Tal es la esencia del americanismo: una síntesis creadora, traducida en un espíritu singular, de rasgos claramente discernibles y acento inabordable. Y dicha esencia determina por sus circunstancias –al margen de las variantes nacionales ya aludidas– tres categorías genéricas.
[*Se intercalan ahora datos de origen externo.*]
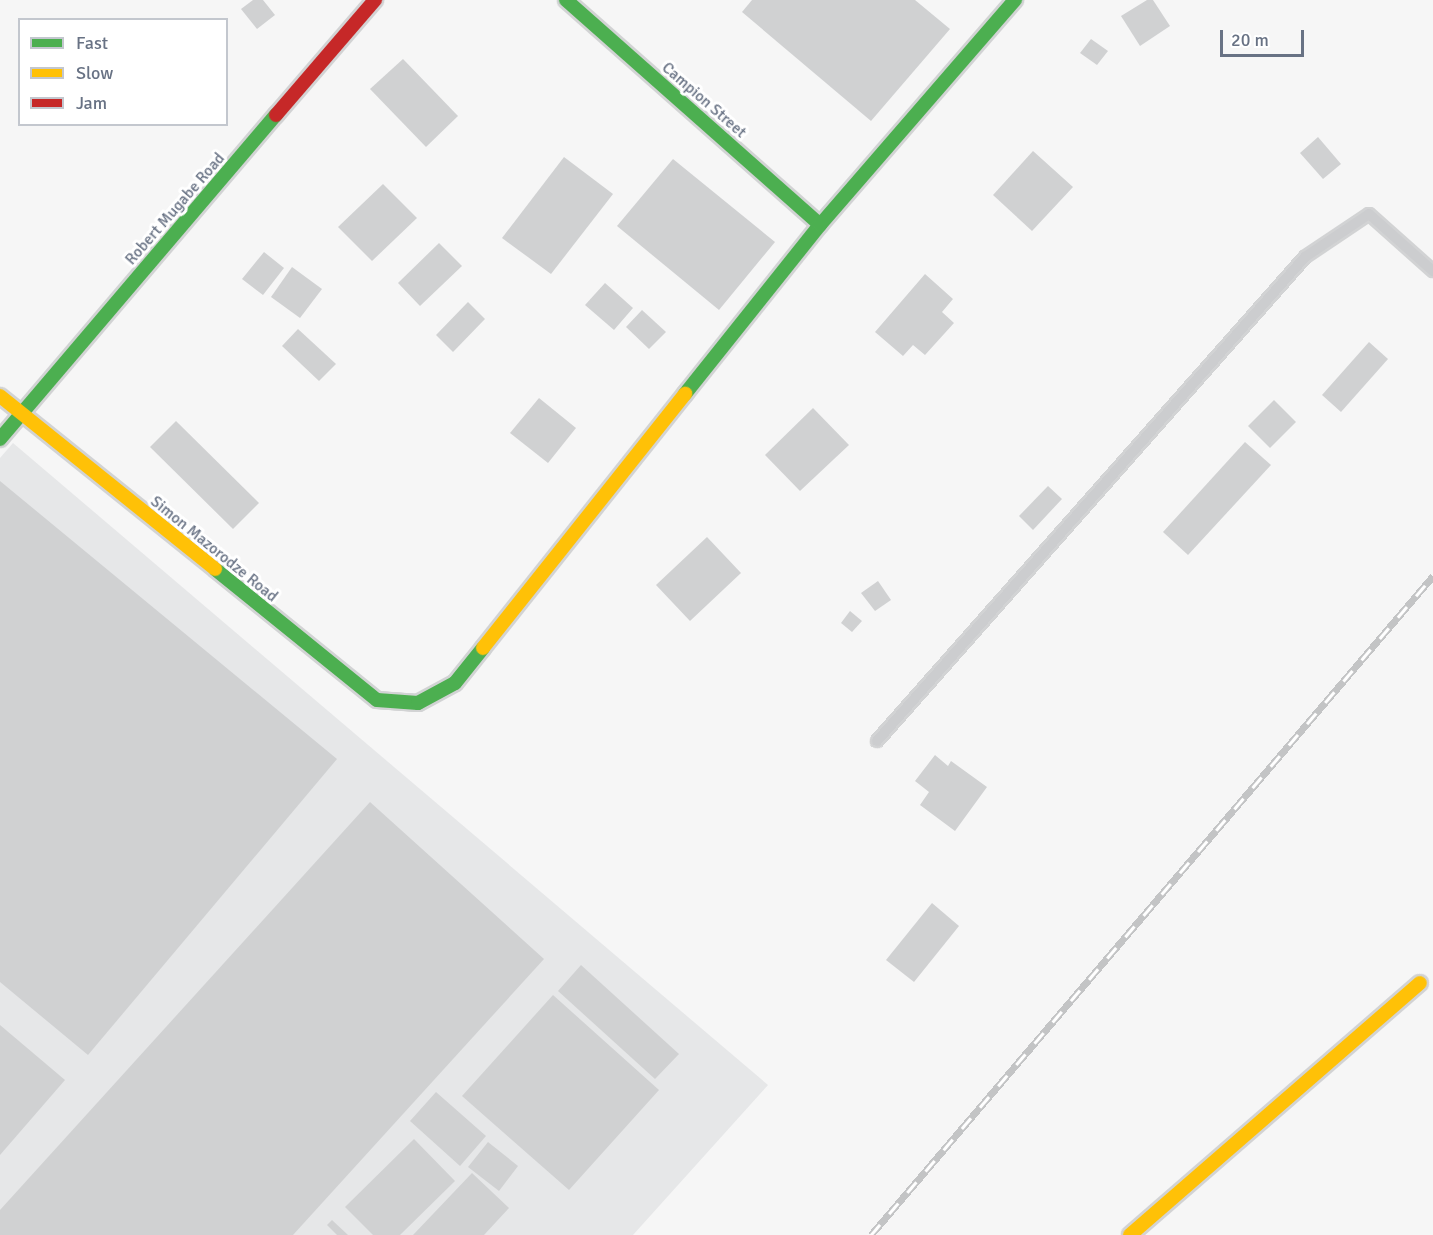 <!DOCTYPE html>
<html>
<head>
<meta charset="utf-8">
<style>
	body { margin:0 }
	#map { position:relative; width:1433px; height:1235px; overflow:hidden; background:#f6f6f6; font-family:Signika,sans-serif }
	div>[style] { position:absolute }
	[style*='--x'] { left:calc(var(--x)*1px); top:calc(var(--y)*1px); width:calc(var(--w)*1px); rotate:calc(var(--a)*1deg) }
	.built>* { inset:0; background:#e6e7e8 }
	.building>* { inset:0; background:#d0d1d2 }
	.roads { filter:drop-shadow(2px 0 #d2d3d4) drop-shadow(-2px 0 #d2d3d4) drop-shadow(0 2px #d2d3d4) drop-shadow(0 -2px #d2d3d4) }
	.lane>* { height:10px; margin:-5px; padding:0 5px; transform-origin:5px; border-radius:5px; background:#cccdcf }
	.fast>* { height:14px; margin:-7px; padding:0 7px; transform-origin:7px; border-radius:7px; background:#4caf50 }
	.slow>* { height:14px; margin:-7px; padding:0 7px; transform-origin:7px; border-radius:7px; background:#ffc107 }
	.jam>* { height:14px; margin:-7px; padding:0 7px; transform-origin:7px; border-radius:7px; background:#c62828 }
	.rail>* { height:7px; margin-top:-3.5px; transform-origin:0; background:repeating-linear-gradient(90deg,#fff 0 14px,#c3c4c5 0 28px); box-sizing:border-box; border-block:2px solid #c3c4c5 }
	span { translate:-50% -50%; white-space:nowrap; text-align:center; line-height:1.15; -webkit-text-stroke:6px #fff; paint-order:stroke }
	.street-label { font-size:16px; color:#687284 }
	.legend { position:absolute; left:18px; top:18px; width:210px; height:108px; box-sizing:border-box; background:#fff; border:2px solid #c3c7ce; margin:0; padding:8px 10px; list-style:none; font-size:18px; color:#687284 }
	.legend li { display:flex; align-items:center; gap:12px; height:30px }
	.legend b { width:30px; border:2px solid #c3c7ce }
	.scale { position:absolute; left:1220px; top:30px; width:84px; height:27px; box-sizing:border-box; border:3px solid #687284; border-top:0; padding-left:8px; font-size:18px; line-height:21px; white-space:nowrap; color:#687284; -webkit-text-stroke:4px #fff; paint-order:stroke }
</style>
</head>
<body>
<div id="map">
	<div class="built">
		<div style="clip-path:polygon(13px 443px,768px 1085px,633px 1235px,0 1235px,0 458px)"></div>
	</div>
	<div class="building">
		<div style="clip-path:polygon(253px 0,263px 0,275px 15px,257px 29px,241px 9px)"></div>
		<div style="clip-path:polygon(752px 0,915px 0,950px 29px,871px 121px,742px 12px)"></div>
		<div style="clip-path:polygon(1147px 0,1153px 0,1170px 26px,1140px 46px,1121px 16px)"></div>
		<div style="clip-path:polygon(1091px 39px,1108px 51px,1097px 65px,1080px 53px)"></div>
		<div style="clip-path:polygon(403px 59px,458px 116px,426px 147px,370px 89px)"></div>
		<div style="clip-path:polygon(1318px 137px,1341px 164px,1323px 179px,1300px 153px)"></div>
		<div style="clip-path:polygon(1033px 151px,1073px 187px,1032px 231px,993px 195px)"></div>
		<div style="clip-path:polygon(564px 157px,613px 194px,551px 274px,502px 238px)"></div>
		<div style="clip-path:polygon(673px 159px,775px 242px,719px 310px,617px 226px)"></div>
		<div style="clip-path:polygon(383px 184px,417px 218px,372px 261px,338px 227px)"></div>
		<div style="clip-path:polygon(439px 243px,462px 266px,420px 306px,398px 283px)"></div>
		<div style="clip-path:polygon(264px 252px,284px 268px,263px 295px,242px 279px)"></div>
		<div style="clip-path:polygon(292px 267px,322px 289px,300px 318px,271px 297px)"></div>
		<div style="clip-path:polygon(925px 274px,953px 299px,942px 312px,954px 323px,925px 355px,913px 345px,903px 356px,875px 332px)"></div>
		<div style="clip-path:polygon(605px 283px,633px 308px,614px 330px,585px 305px)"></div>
		<div style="clip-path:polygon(468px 302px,485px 319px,453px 352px,436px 335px)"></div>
		<div style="clip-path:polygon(642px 310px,666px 332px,649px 349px,626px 327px)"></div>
		<div style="clip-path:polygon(298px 329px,336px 364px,319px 381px,282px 346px)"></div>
		<div style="clip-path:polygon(1369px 342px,1388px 359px,1341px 412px,1322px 395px)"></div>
		<div style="clip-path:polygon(539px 398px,576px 428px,548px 463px,510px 433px)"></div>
		<div style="clip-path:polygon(1274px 400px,1296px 422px,1270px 448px,1248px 426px)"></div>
		<div style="clip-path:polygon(813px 408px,849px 445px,800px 491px,765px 455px)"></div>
		<div style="clip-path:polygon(176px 421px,259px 503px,233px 529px,150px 447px)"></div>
		<div style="clip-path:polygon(1245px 442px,1271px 465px,1188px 555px,1163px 532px)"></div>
		<div style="clip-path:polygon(0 481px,337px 759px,88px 1055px,0 982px)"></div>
		<div style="clip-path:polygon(1048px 486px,1062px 499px,1033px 530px,1019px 516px)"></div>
		<div style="clip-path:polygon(707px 537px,741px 573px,690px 621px,656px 585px)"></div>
		<div style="clip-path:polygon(878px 581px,891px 600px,875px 611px,861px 593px)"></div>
		<div style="clip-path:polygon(850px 611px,862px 621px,852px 632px,841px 623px)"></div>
		<div style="clip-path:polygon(935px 755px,948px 766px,951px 761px,987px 787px,955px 831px,920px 805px,929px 792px,915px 781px)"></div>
		<div style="clip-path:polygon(370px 802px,544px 959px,293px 1235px,0 1235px,0 1210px)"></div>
		<div style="clip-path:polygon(932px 903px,959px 926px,914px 982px,886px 960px)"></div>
		<div style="clip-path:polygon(581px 965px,679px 1054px,655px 1079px,558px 991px)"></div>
		<div style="clip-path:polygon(553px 995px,659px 1090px,569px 1190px,462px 1096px)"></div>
		<div style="clip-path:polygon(0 1025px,65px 1080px,0 1155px)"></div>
		<div style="clip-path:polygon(436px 1092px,486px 1136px,460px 1166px,410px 1121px)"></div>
		<div style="clip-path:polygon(414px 1139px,455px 1181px,400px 1235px,373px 1235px,345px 1207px)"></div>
		<div style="clip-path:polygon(488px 1142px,518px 1166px,499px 1191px,468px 1167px)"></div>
		<div style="clip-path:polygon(472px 1173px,509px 1208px,484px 1235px,413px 1235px)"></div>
		<div style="clip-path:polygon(332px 1220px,348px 1235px,337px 1235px,327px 1225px)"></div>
	</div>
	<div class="roads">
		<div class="lane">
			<div style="--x:877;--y:741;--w:646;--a:-48.51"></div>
			<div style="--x:1305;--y:257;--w:77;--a:-33.9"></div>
			<div style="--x:1369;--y:214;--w:86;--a:41.7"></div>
		</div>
		<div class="fast">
			<div style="--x:566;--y:0;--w:339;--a:41.5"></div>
			<div style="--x:685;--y:394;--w:216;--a:-51.4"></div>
			<div style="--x:820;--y:225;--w:298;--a:-49.1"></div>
			<div style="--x:0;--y:439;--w:426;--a:-49.6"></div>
			<div style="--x:215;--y:569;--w:208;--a:39"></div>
			<div style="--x:377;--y:700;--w:41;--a:4.2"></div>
			<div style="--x:418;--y:703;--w:42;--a:-28.4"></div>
			<div style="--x:455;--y:683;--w:45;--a:-51.3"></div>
		</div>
		<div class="slow">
			<div style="--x:0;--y:396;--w:276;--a:38.8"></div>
			<div style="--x:483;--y:648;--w:325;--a:-51.5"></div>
			<div style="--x:1130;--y:1235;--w:384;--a:-41"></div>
		</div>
		<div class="jam">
			<div style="--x:276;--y:115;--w:152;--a:-49.3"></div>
		</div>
	</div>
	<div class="rail">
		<div style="--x:871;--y:1235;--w:866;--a:-49.54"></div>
	</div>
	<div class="street-label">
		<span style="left:704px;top:100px;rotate:41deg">Campion Street</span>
		<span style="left:175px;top:209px;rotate:-49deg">Robert Mugabe Road</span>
		<span style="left:214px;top:549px;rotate:39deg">Simon Mazorodze Road</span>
	</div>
	<ul class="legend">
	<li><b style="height:8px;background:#4caf50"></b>Fast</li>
	<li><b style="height:8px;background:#ffc107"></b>Slow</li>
	<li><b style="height:8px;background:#c62828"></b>Jam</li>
	</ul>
	<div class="scale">20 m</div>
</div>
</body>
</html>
Así, hay una americanidad ontológica de primer grado, en que el color local y la esencia vernácula coinciden (como en Martín Fierro o en Tabaré); una americanidad ontológica de segundo grado, inaparente o profunda, de esencia vernácula, pero color o forma universales (como en Prosas Profanas o en Los Peregrinos de Piedra); una americanidad ontológica, la menos común, en que la esencia desentraña sus credenciales y se traspone en prédica normativa (como en Nuestra América o en Ariel).
Deliberadamente, dentro de cada categoría, limitamos la posible multitud ejemplar a un par de títulos (aunque hubieran podido conmutarse los dos primeros –del siglo XIX– por muchos del Novecientos oriental (Campo, Barranca abajo, El Terruño, Los Desterrados…). Entre aquellos rótulos, y en lo atinente a la segunda categoría, dimos el de Prosas Profanas, que ahora justificará un paréntesis corroborante. Conocida es la tesis de Rodó (“No es el poeta de América…”). Es, en cambio, desconocida la esclarecedora disidencia de Unamuno, quien ya subrayó, en 1899, a través de una página memorable pero olvidada –olvidada, al cabo, por él mismo–, la exacta filiación de aquella obra: pues, comulgando a regañadientes con exotismos y versallerías, la define como “intraamericana”. El juicio –que nos tocó exhumar no hace mucho– era adivinatorio y certero. Porque lo americano, según adujimos, no es tema o color local exclusivamente. Puede asimismo revelarse en su dimensión cosmopolita. Y para ser legítimo en cualquiera de sus expresiones –supuesta la calidad del hacer– tiene que revalidarse desde adentro: como esencia.
La síntesis creadora, fórmula posible de la originalidad latinoamericana, ofrece entonces, en nuestro país, con las tres referidas categorías genéricas, una variante propia, condicionada por los agentes demiúrgicos que también aquí presidieron el encuentro de lo prístino y de lo extraño: así –repetimos–, la morada telúrica, la sociedad preestablecida, la historia viva con su gesta cercana, la nacionalidad definidora, la lengua, incluso los ideales configuradores en el careo de tradición y porvenir.
Apoyados en tales agentes, aunque absorbiéndolos en el principio rector de la nacionalidad misma, estructuraron sendas teorías del Uruguay, Acevedo Díaz y Zorrilla de San Martín. Acogiéndose a posiciones divergentes (evolucionista la del uno; providencialista la del otro), coincidieron en el propósito de fortalecer la conciencia del ser colectivo y diferenciarlo para justificarlo.
Roberto Ibáñez (Montevideo, 13 de enero de 1907- 28 de agosto de 1978) fue un poeta, crítico literario, ensayista y docente uruguayo. Fragmento de la publicación “La cultura del 900”, en: Enciclopedia uruguaya, número 31.